Так, Достоевский разрывается между православным мессианством Шатова и атеистическим христианством Кириллова. Но в обеих позициях образ Христа остается неприкосновенным. Христос с Богом или Христос без Бога? Эта проблема, всю жизнь мучившая Достоевского, мучает и его героев. Кириллов, чтобы «разрешить ее», пускает себе пулю в лоб…
Самоубийством заканчивается и жизнь распутника. Ставрогин, как будто бы приблизившийся к порогу раскаяния, сам себя осуждает на позорную смерть. «Я пробовал везде мою силу… – пишет он в предсмертной записке, – я смотрел даже на отрицающих наших со злобой, от зависти к их надеждам».
Другие персонажи книги кажутся бледными на фоне этих вдохновенно созданных образов. Однако следует выделить отца Верховенского Степана Трофимовича – некую разновидность интеллигента-неудачника, нытика, идеалиста и краснобая, скопированного с профессора Грановского, одного из основателей русского либерализма. Рядом с ним пышным цветом цветет портрет «великого писателя» Кармазинова.
В образе Кармазинова Достоевский создал ядовитую карикатуру на Тургенева. Кармазинов, как и Тургенев, – «русский европеец», и Достоевский вкладывает в его уста подлинные слова Тургенева: «Я сделался немцем и вменяю это себе в честь». Или еще:
«Что до меня, то я… сижу вот уже седьмой год в Карльсруэ. И когда прошлого года городским советом положено было проложить новую водосточную трубу, то я почувствовал в своем сердце, что этот карльсруйский водосточный вопрос милее и дороже для меня всех вопросов моего милого отечества».
Для усиления сходства между Кармазиновым и Тургеневым Достоевский наделяет Кармазинова чертами внешнего облика Тургенева: «с довольно румяным личиком, с густыми седенькими локончиками, выбившимися из-под круглой цилиндрической шляпы и завивавшимися около чистеньких, розовеньких, маленьких ушков его». А также похожим голосом: «у него был слишком крикливый голос, несколько даже женственный». Наконец, он заставляет его публично читать свое последнее произведение под названием «Merci», текст которого пародирует некоторые страницы повести, которую Тургенев предполагал опубликовать в журнале братьев Достоевских[66].
Тургенев узнает себя в этом шарже и жалуется в письме к друзьям:
«Д-ский позволил себе нечто худшее, чем пародию; он представил меня, под видом К(армазинова), тайно сочувствующим Нечаевской партии. Странно только то, что он выбрал для пародии единственную повесть, помещенную мною в издаваемом некогда им журнале, повесть, за которую он осыпал меня благодарственными и похвальными письмами».

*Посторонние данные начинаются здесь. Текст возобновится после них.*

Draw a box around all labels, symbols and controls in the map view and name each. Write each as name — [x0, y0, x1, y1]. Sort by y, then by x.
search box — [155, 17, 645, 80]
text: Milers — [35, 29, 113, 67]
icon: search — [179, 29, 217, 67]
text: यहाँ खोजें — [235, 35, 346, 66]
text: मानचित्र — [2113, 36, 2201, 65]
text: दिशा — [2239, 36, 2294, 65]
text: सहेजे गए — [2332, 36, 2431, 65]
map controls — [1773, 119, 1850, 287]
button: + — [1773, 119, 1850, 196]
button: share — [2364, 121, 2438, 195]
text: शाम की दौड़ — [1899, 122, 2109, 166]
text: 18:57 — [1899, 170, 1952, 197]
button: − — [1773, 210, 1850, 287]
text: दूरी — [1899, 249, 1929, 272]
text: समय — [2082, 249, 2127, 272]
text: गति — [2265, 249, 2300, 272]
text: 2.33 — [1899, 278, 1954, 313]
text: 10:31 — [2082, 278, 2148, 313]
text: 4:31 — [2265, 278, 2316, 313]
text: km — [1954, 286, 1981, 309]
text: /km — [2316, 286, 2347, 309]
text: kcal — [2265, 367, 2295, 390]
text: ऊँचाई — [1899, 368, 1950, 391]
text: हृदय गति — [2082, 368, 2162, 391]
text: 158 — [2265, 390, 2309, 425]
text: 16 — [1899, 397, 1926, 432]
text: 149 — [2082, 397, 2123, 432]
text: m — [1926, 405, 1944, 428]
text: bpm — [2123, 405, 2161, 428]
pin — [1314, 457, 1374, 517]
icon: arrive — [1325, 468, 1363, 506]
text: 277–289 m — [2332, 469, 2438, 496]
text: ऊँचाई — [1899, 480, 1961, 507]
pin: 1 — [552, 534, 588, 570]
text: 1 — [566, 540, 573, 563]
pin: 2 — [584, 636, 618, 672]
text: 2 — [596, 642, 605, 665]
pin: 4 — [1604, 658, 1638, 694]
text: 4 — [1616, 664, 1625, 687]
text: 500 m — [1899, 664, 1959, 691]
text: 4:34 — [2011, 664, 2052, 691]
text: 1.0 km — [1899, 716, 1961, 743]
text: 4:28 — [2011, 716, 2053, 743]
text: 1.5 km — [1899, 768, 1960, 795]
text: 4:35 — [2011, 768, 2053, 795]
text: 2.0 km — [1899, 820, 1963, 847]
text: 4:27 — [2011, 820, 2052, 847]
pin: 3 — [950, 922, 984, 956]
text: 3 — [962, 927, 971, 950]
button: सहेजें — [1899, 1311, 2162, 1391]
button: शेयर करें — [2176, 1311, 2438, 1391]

Впрочем, не было нужды в этом кощунстве, чтобы возбудить против Достоевского негодование «западников». Публикация «Бесов» вызвала бурную реакцию со стороны левой прессы и левых читателей. Эту безумную атаку на либеральные идеи они восприняли как кощунственную, варварскую, нечестную, нарушающую общепринятые эстетические нормы. Достойно сожаления, что бывший каторжанин так легко перешел в лагерь противников. Достойно презрения, что экс-заговорщик так очернил заговорщиков.
«Последний роман г. Достоевского, – заявляет критик Никитин[67] в статье о романе „Бесы“, – доказывает самым бесспорным образом то, что было, впрочем, очевидно и по первому его роману, „Бедным людям“, – отсутствие в авторе всякой творческой фантазии».
И добавляет: «В „Бесах“ окончательно обнаруживается творческое банкротство автора „Бедных людей“».
А в журнале «Сияние» можно было прочесть такие строки: «Если у вас достанет терпения дочитать до конца роман одного из наших некогда очень известных писателей, то, кроме возмущения, вы испытаете также жалость и даже печаль. Вам будет больно видеть падение автора, несомненно очень талантливого, и падение человека… Да, хочешь не хочешь приходится признать, что после „Преступления и наказания“ мы потеряли прежнего Достоевского… Сейчас критика может относиться к нему лишь с равнодушием, жалостью или презрением».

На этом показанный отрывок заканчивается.